Second, you shouldn’t trust claims about the budget coming from Some Guy on the Internet. You might have imagined that the world’s richest man could have a couple of fact-checkers on retainer to help ensure that he isn’t making clearly stupid assertions. But nooo.
In a barrage of posts on Twitter, Musk pushed misinformation about a more or less routine, place-holding bill that was basically a way to keep the ship of state afloat until Trump takes charge. Maybe this was in part a power play, an attempt to make Republicans in Congress show fealty to a man who clearly imagines that he’s the real president— and Trump, by meekly endorsing Musk’s position, did in fact convey the impression that Musk is leading the guy who is supposed to be in charge by the nose. But this political theater will have real consequences, for America, for Trump, and for Musk himself.

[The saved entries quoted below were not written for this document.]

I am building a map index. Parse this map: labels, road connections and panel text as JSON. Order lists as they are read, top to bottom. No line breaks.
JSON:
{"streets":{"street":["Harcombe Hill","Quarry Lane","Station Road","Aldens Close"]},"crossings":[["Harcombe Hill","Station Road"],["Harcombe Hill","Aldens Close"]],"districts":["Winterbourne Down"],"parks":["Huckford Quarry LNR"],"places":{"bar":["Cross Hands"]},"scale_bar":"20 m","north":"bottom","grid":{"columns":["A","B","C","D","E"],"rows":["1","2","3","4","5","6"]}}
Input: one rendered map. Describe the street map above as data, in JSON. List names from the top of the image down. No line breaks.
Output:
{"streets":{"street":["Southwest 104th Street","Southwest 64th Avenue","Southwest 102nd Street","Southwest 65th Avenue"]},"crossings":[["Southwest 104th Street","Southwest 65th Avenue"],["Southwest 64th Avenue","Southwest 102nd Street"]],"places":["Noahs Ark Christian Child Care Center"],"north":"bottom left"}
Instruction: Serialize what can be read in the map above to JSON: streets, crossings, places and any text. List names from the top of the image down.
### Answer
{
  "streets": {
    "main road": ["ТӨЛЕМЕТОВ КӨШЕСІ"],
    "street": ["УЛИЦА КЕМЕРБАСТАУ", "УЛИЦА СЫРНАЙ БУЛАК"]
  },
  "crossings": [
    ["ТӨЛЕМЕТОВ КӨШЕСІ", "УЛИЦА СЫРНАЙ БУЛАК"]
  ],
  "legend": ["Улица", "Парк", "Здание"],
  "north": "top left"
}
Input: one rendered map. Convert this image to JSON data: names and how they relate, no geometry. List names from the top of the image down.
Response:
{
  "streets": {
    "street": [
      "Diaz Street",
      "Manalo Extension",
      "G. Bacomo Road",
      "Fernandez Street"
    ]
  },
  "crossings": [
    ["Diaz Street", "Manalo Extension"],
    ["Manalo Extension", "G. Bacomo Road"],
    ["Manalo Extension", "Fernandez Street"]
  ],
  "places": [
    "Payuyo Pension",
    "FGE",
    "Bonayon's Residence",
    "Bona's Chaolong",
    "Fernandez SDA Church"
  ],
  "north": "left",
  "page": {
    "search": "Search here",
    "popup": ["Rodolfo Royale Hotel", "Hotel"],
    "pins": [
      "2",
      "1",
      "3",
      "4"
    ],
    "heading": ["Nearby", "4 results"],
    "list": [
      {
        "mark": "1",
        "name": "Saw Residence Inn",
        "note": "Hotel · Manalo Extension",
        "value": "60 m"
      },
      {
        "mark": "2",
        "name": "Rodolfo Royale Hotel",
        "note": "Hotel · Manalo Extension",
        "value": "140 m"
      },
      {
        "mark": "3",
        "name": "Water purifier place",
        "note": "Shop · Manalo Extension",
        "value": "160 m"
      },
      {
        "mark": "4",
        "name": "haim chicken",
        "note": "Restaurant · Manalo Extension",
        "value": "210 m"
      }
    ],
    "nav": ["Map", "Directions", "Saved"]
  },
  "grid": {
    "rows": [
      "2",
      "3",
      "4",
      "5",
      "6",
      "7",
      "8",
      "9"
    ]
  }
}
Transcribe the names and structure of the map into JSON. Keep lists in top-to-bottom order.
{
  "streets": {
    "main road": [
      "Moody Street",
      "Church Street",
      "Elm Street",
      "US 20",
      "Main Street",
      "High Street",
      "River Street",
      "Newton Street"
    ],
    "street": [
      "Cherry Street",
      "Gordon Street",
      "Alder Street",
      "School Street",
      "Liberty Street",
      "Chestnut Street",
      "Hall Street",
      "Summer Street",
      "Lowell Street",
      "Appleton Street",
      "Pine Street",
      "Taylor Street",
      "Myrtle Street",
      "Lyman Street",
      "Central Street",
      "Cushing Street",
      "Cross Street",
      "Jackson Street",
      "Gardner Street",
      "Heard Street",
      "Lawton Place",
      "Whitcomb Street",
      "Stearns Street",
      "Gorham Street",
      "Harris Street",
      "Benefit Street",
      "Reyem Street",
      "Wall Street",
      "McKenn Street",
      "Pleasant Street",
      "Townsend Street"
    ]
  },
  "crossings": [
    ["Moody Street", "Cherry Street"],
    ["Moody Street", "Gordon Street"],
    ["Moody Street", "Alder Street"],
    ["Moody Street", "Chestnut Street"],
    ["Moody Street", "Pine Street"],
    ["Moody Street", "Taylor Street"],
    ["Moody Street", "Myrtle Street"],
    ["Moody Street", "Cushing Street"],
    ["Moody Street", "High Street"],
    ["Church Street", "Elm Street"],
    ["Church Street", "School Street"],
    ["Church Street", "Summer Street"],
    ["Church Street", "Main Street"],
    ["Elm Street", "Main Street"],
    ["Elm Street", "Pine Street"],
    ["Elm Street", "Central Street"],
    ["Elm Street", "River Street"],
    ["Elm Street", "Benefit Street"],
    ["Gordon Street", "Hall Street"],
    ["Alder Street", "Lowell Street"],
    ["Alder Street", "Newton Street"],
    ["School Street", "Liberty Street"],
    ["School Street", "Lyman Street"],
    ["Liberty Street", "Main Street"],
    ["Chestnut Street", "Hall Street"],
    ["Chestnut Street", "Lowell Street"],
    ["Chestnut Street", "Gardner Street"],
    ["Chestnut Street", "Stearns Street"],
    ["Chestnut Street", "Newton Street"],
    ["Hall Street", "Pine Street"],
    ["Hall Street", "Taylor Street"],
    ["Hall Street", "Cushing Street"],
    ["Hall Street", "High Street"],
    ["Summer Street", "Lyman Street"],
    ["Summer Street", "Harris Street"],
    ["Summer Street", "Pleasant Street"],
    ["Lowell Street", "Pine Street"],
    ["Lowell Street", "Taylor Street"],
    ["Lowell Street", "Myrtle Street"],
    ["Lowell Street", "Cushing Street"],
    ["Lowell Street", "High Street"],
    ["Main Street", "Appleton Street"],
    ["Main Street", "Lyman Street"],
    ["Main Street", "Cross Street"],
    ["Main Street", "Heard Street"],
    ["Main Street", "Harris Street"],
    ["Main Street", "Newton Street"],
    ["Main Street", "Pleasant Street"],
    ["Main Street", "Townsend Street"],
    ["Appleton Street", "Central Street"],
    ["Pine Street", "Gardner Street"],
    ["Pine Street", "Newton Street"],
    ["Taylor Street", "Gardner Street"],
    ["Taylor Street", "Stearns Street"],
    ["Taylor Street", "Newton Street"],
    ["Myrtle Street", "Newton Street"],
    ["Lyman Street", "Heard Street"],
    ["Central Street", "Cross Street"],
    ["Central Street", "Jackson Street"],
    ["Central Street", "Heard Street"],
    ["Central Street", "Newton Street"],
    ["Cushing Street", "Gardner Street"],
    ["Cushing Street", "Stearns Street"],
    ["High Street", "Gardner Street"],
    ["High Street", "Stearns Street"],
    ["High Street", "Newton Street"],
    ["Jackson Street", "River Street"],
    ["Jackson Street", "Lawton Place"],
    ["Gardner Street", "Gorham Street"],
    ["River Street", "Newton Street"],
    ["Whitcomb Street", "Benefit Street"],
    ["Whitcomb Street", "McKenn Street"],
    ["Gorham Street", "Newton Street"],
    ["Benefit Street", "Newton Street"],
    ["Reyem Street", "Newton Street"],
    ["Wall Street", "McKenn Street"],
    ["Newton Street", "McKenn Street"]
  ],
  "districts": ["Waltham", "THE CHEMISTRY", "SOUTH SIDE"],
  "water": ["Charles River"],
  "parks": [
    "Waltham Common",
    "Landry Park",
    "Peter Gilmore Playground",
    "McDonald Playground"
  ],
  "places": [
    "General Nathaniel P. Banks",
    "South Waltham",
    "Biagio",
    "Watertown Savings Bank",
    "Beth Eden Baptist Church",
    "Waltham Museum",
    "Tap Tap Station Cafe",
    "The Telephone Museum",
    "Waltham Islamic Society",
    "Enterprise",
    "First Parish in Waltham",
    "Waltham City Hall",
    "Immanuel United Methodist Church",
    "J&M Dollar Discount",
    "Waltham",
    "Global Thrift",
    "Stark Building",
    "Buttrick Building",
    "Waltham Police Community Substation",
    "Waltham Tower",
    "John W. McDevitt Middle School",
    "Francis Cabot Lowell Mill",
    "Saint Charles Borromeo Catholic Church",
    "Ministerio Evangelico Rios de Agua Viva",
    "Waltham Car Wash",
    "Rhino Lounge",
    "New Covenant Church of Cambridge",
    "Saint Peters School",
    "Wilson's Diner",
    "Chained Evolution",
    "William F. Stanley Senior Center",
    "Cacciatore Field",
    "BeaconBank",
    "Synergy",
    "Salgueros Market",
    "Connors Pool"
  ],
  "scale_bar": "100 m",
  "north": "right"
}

Musk has asserted that shutting the government down for a month would do no harm. And it’s true that Social Security, Medicare and Medicaid funding— which is where the bulk of the money goes— will continue. But many services people rely on will be disrupted, especially if the shutdown goes on for more than a month, which seems all too likely given Republicans’ razor-thin House majority and the dominance of misinformation in many members’ thinking.
Maybe Musk himself doesn’t expect to experience any hardship, but put it this way: I’m glad that I won’t need to renew my passport any time soon, that I don’t expect to be trying to get through airport security for a while, and especially glad that I don’t rely either on food stamps or on small business loans. For all of these things have been disrupted in past government shutdowns.
Do Musk and Trump know any of this? Almost surely not.
Beyond the specifics, my guess is that antics like the potential shutdown will do much more damage to the Musk/Trump administration than they realize. (There’s also this other guy— JV Dance or something?— but he clearly doesn’t matter.)
First, since the election financial markets have clearly been betting that Trump will do very little of what he promised during the campaign— that we won’t really have a trade war, just some minor trade skirmishes, that we’ll have symbolic deportations rather than a mass roundup of immigrants, and so on. Markets have, in effect, discounted the disastrous consequences that would follow if Trump honored his own promises.
But a government shutdown in response to completely false claims about what’s in an innocuous short-term funding measure suggests that the peddlers of misinformation are high on their own supply. Trump may really believe that foreigners will pay tariffs, that U.S. trade deficits subsidize the rest of the world, that there’s a reserve army of American workers available to fill the gaps deportation would create. I don’t want to put too much weight on the latest market fluctuations, but it is starting to look as if investors are questioning their own complacency.
Second, many, probably most people who voted for Trump believed that he really is the character he played on The Apprentice— a highly competent manager. The other day I said that Trump was elected by low-information voters; this wasn’t a slur on Americans’ intelligence, it was a reference to survey results showing that Trump’s edge depended entirely on support from voters who don’t pay much attention to politics:
How will these voters react if, as seems all too likely, the second Trump administration is instead marked by rolling chaos?
Anyway, it’s pretty remarkable. Inauguration Day is still a month away, yet the chaos monkeys have already taken over.